Wednesday, 16 November 2011

A NEW BLOODY SEXY THING

Yesterday was a particularly boring day: not that the last few weeks had been any more exciting but, yesterday was indeed strikingly boring.
Hence, deprived of any emotions I threw myself in the unknown and picked a new series I had never heard of (I am very bold – I know) and decided to give it a try. Not before checking a few things about it first obviously… I am sorry, but I am not one of those people that use a machine without reading the manual first. Don’t get me wrong I am neither one of those who actually read the manual; more likely I get somebody to read the manual back to me.
You could say I am lazy and most certainly you’d be very accurate.

Anyway, in the loneliness of my room I had to make an effort and research some information about my pick: American Horror Story.
Let’s see, the series was created by Ryan Murphy… noooooooooooo!
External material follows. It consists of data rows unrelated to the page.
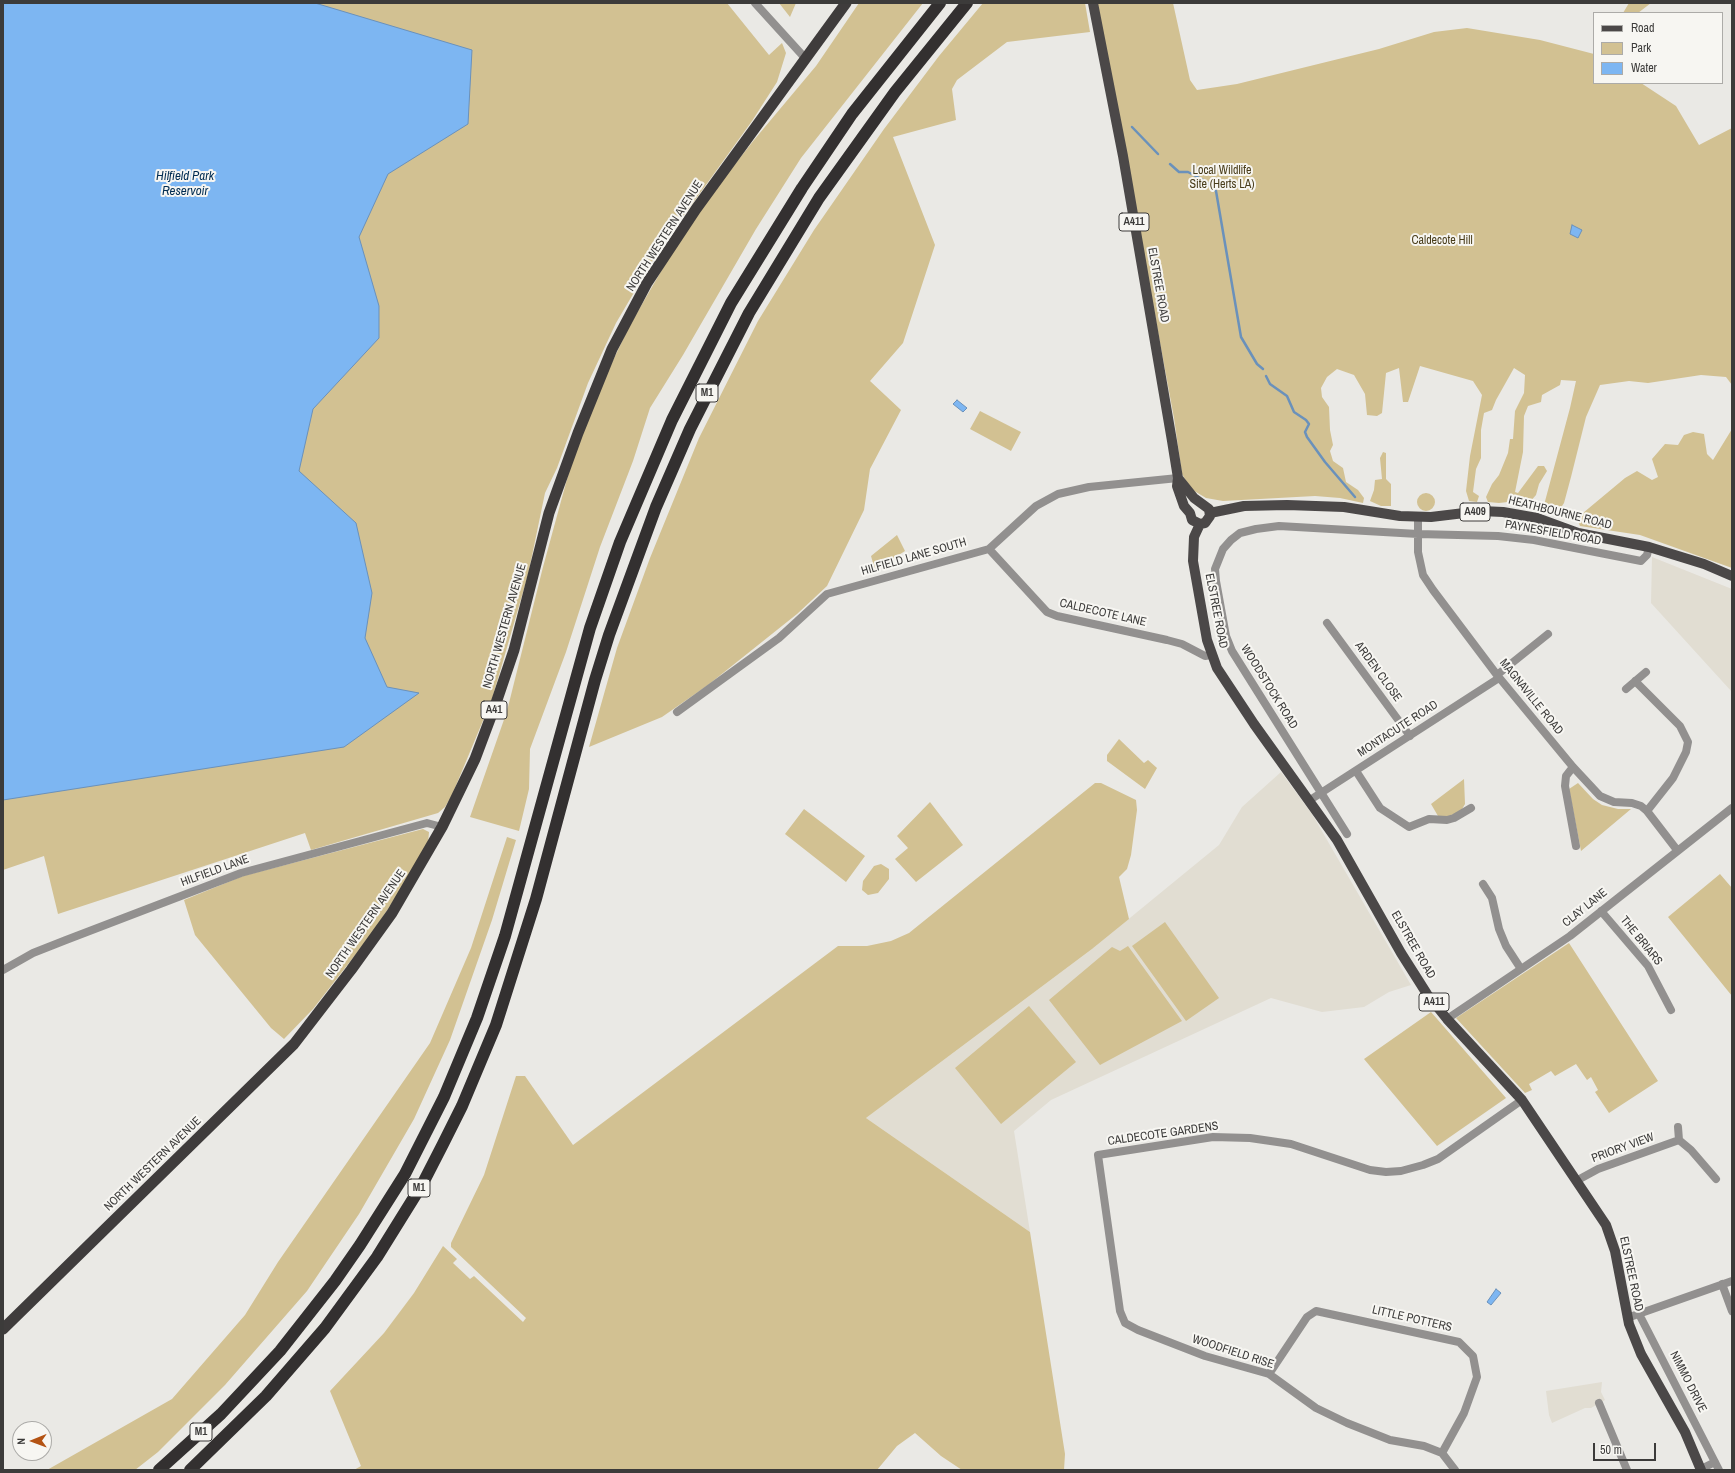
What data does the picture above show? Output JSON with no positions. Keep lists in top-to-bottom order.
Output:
{
  "streets": {
    "highway": ["NORTH WESTERN AVENUE", "M1", "A41"],
    "main road": [
      "A411",
      "ELSTREE ROAD",
      "A409",
      "HEATHBOURNE ROAD"
    ],
    "street": [
      "PAYNESFIELD ROAD",
      "HILFIELD LANE SOUTH",
      "CALDECOTE LANE",
      "ARDEN CLOSE",
      "WOODSTOCK ROAD",
      "MAGNAVILLE ROAD",
      "MONTACUTE ROAD",
      "HILFIELD LANE",
      "CLAY LANE",
      "THE BRIARS",
      "CALDECOTE GARDENS",
      "PRIORY VIEW",
      "LITTLE POTTERS",
      "WOODFIELD RISE",
      "NIMMO DRIVE"
    ]
  },
  "crossings": [
    ["NORTH WESTERN AVENUE", "HILFIELD LANE"],
    ["ELSTREE ROAD", "HEATHBOURNE ROAD"],
    ["ELSTREE ROAD", "HILFIELD LANE SOUTH"],
    ["ELSTREE ROAD", "CALDECOTE LANE"],
    ["ELSTREE ROAD", "MONTACUTE ROAD"],
    ["ELSTREE ROAD", "CLAY LANE"],
    ["ELSTREE ROAD", "CALDECOTE GARDENS"],
    ["ELSTREE ROAD", "PRIORY VIEW"],
    ["HEATHBOURNE ROAD", "PAYNESFIELD ROAD"],
    ["HEATHBOURNE ROAD", "MAGNAVILLE ROAD"],
    ["PAYNESFIELD ROAD", "WOODSTOCK ROAD"],
    ["PAYNESFIELD ROAD", "MAGNAVILLE ROAD"],
    ["HILFIELD LANE SOUTH", "CALDECOTE LANE"],
    ["ARDEN CLOSE", "MONTACUTE ROAD"],
    ["WOODSTOCK ROAD", "MAGNAVILLE ROAD"],
    ["WOODSTOCK ROAD", "MONTACUTE ROAD"],
    ["MAGNAVILLE ROAD", "MONTACUTE ROAD"],
    ["MAGNAVILLE ROAD", "CLAY LANE"],
    ["CLAY LANE", "THE BRIARS"],
    ["CALDECOTE GARDENS", "WOODFIELD RISE"],
    ["LITTLE POTTERS", "WOODFIELD RISE"]
  ],
  "water": ["Hilfield Park Reservoir"],
  "parks": ["Local Wildlife Site (Herts LA)", "Caldecote Hill"],
  "legend": ["Road", "Park", "Water"],
  "scale_bar": "50 m",
  "north": "left"
}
Not him! I mean, I love the man – he brings the sugary, glittery gay world to the masses but as good as he is at coming up with extravagant ideas, the man cannot write for shit. More importantly he is completely unable at keeping you interested in his characters – look at what he has done with Glee – or maybe I should say what he hasn’t done. (Secretly I dearly miss that show – when it first came out it was able to awake that 13-year-old girl in me, which I thought it had died years ago when I decided to fit in and be a real man – yes Stefano I did try!)
So ok, that meant I probably wouldn’t have to pay much attention to the plot – which was exactly what I needed yesterday. I was too bored to think.
But what really caught my attention was the cast list: Jessica Lange as the nosy, kleptomaniac neighbour and the gifted, wonderful Dylan McDermott, playing the always-naked-husband (thank you Ryan). The promise of an always-naked-Dylan-McDermott was enough for me – so I put it on and dear me, I was not a happy bunny by the end of it.
Now, some people might say that I scare easily and they’d be right but I don’t believe in spirits and ghosts. I fear crazies, weirdos – real people that are a tiny bitsy nuts and one day go completely bonkers and decide to slaughter you. They do exist, hopefully they exist somewhere very far away from me.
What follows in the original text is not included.